While I realize that this kind of thing is part and parcel of academic research in many ways, I must also confess that it drives me a little nuts.
Case in point: Today's HBR "The Daily Stat", which features the following attention-grabbing headline:
Do You Work Until You've Earned Enough, or Until You're Just Too Tired to Work More?
As a compensation professional (just suspend your belief for a moment and pretend we're not all buried in program planning and review for 2014), you are driven to click over and learn more about these purported discoveries on our motivation as wage-earners and our drive to make more money.
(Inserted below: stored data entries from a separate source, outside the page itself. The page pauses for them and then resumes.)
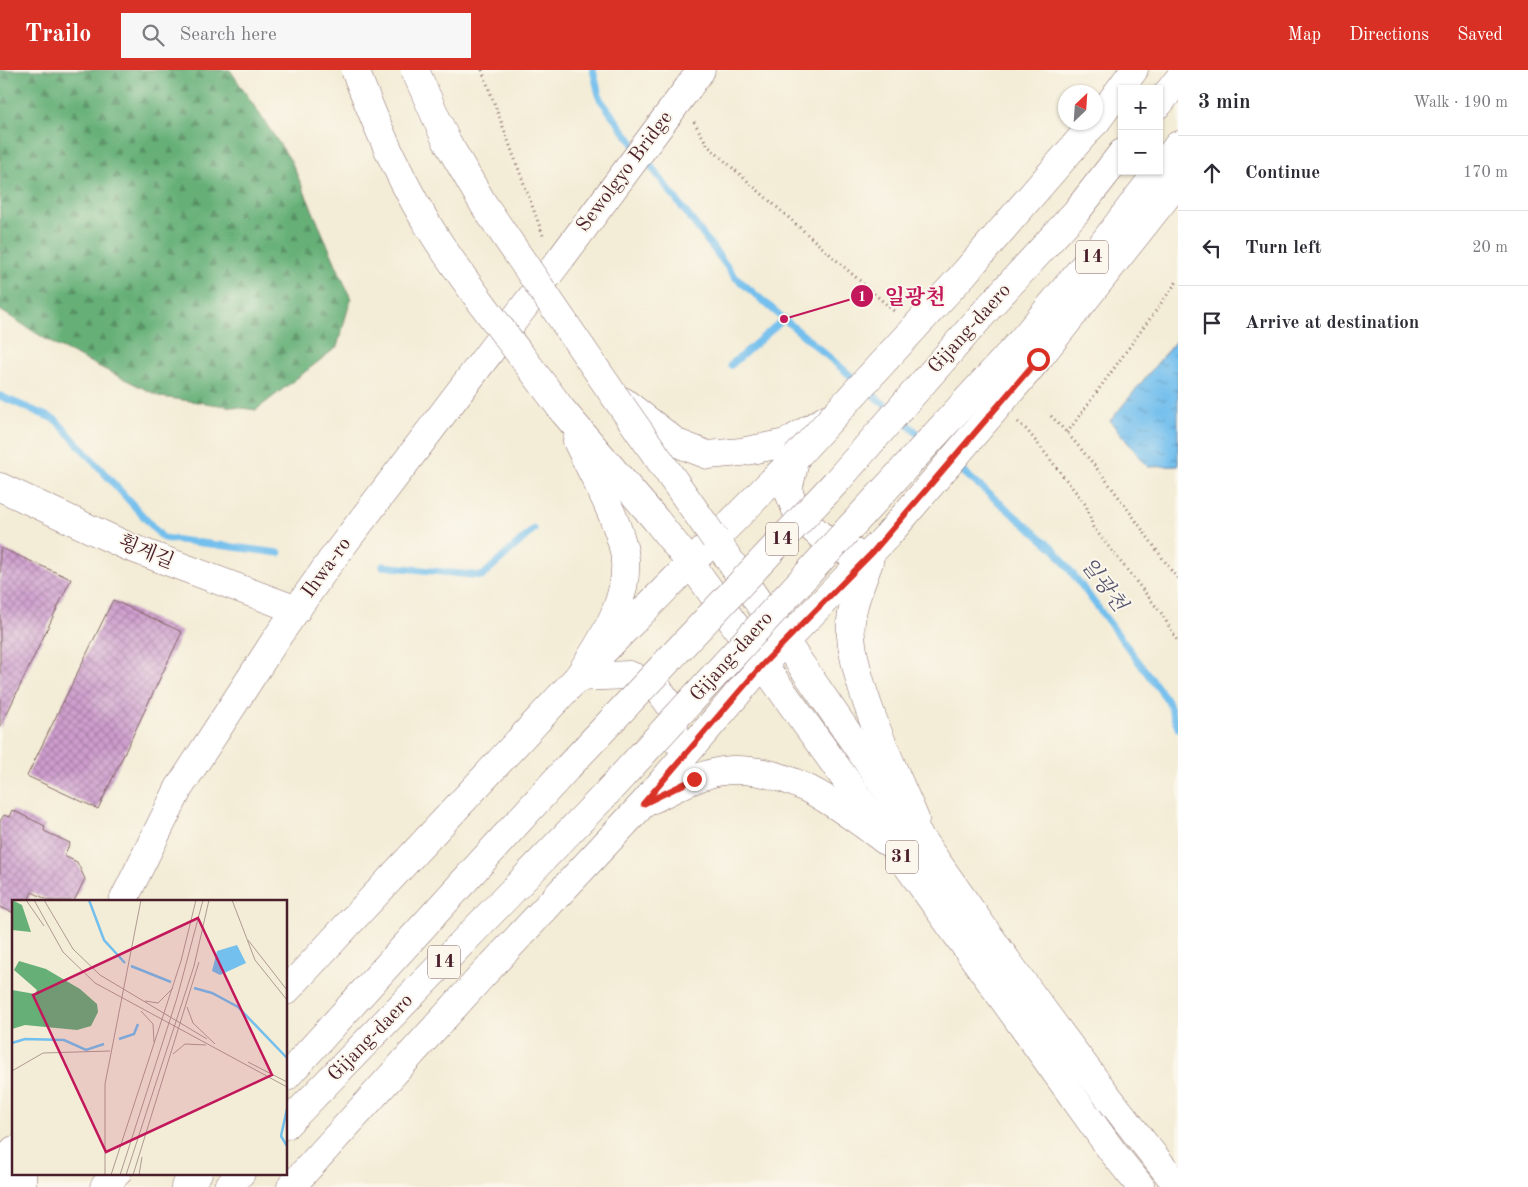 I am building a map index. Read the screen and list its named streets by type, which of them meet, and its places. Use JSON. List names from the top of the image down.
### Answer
{
  "streets": {
    "main road": [
      "Sewolgyo Bridge",
      "14",
      "Gijang-daero",
      "횡계길",
      "Ihwa-ro",
      "31"
    ]
  },
  "crossings": [
    ["Sewolgyo Bridge", "Ihwa-ro"],
    ["횡계길", "Ihwa-ro"]
  ],
  "water": ["일광천"],
  "places": ["일광천"],
  "north": "top right",
  "page": {
    "header": "Trailo",
    "search": "Search here",
    "nav": ["Map", "Directions", "Saved"],
    "heading": ["3 min", "Walk · 190 m"],
    "map_buttons": ["+", "−"],
    "list": [
      ["Continue", "170 m"],
      ["Turn left", "20 m"],
      "Arrive at destination"
    ]
  }
}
Only to discover that the University of Chicago research team behind this headline is drawing conclusions about pay and earnings levels, even work-life balance, from a study involving chocolate consumption.
No kidding.
Similar concerns about reward-related research and statistics have been raised before. Over at the Compensation Cafe, my colleague Dan Walter recently wrote about the growing power of statistics in our lives, noting how easily (and often) they are distorted to seem as though they are telling an important story or yielding new insights. Guest author Gerry Ledford called our attention to the dangers of putting too much faith in "truths" that stem from research findings manufactured in a lab setting that may (and often do) disappear in real-world conditions. And I wrote a post myself warning about our tendency to over-value academic research and knowledge and under-value our own capacity for experiential learning.
My objective here isn't to discourage us from being enthusiastic consumers of reward-related research, but simply to call out this particular example as evidence of why it is critical to bring some care and discernment to that consumption. Not all reward research is created equal, in terms of its applicability to real world compensation work and decisions.
Chocolate and compensation: Both good, but not the same.